Junior ISAs come in two varieties - cash and stocks. In the stocks junior ISA variant, the exact amount that your child gets in the end depends on the way the markets perform. Assuming a conservative 5% rate of return, though, a £300 monthly contribution starting when your child is born should add up to more than £100,000 by the time he turns 18.

Stakeholder pensions

Personal finance experts often recommend stakeholder pensions as one of the best children's savings accounts around. While stakeholder pensions were originally conceived of as pension plans for the unemployed, they can be easily used to save for a child, too.

When you open a stakeholder pension in the name of the child, anyone in the family can contribute as much as £2880 a year to it. Whatever contributions you and the rest of the family make, the government adds to it with its own contribution. In the end, you end up with £3600 a year. Since the £2880 sum is well within the limited exemption for inheritance tax, no taxes are owed if the parent dies within 7 years of having opened the account.

Junior Self-Invested Personal Pensions

The Junior SIPP is a pension plan, too. Just as with stakeholder pensions, this plan comes with a £2880 yearly contribution limit and an additional contribution from the government that brings it up to £3600. The money that you contribute to a junior SIPP each year earns returns on the stock market. In the end, the money it pays out attracts no capital gains tax. If you manage to contribute £300 month from the time your child is born up until the day he reaches 18, your child won't need to do anything else to secure his retirement. Assuming a conservative 5% return, you child has to contribute nothing more to his retirement to be handed £1 million when he turns 65. It's a good idea to shop around for the best plan, though. Some plans allow more facilities than others.
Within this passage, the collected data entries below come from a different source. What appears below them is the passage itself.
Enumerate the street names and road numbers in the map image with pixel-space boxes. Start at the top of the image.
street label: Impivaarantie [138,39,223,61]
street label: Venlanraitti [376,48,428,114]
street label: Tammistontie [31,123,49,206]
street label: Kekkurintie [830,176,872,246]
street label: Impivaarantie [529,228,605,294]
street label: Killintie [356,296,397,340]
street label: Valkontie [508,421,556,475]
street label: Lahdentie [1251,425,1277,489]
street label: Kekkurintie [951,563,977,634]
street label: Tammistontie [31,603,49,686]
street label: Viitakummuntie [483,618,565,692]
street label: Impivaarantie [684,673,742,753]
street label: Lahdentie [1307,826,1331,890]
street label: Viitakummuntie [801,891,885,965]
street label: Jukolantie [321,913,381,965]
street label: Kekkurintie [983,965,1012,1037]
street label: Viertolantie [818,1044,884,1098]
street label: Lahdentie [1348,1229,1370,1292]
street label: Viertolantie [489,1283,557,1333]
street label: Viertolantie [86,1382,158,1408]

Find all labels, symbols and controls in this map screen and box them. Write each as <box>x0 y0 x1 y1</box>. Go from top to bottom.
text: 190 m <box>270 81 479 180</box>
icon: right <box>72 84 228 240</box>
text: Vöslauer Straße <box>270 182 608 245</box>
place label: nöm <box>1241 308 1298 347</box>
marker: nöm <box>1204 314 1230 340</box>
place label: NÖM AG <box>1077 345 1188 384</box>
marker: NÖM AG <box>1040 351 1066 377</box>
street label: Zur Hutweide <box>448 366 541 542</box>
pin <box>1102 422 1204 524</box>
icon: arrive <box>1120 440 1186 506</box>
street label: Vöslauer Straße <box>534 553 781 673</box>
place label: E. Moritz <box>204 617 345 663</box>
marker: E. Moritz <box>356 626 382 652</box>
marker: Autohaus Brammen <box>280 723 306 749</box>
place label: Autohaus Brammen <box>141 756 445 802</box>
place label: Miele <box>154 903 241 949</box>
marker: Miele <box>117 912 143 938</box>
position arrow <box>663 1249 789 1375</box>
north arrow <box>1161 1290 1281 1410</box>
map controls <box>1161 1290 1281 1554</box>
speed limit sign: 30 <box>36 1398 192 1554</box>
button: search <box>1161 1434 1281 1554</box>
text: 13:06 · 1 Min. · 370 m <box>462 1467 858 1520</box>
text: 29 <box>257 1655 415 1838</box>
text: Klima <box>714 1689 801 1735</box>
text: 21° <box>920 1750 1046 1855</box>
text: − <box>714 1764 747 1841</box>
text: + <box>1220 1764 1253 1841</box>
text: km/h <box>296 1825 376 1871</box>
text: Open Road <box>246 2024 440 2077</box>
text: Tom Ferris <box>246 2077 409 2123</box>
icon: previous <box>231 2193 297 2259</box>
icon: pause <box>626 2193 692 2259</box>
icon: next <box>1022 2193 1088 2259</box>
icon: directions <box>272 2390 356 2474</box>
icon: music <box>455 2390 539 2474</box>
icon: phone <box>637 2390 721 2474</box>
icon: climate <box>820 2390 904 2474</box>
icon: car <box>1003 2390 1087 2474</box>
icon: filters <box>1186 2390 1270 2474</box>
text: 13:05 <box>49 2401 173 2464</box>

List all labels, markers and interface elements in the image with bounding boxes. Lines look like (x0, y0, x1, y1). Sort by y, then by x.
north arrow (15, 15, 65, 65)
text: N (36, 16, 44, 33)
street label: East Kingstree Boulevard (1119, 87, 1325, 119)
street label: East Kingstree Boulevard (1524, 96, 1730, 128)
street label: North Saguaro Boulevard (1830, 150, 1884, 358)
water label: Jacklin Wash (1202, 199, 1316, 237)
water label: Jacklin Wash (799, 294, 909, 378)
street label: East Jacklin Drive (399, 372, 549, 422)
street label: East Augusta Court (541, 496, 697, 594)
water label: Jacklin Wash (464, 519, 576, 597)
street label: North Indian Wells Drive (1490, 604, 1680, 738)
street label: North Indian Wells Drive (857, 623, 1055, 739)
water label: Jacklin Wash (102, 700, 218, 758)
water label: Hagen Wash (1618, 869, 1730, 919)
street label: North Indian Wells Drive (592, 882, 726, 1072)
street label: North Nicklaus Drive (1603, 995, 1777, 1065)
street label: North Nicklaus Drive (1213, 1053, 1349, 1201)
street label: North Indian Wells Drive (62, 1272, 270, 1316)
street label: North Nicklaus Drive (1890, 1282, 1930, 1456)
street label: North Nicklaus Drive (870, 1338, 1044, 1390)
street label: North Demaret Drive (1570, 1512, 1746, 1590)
Conventional children's savings accounts

The best children's savings accounts offer you more than an opportunity to save for your child. They help your child learn financial responsibility. Most banks and building societies offer special savings and current accounts for children as young as seven. They pay better interest than regular accounts and even come with debit cards and credit cards to help children learn how to these financial tools work.

Premium bonds for children

Premium bonds are investments that family members buy for their children. Investments of any value between £100 to £30,000 are allowed. Bonds are not likely to be profitable, though. Their main draw is that they enter your child's name to a kind of monthly lottery for prizes up to £1 million. Depending on winning the lottery, though, isn't way to save for your child's future or to show him how to handle money.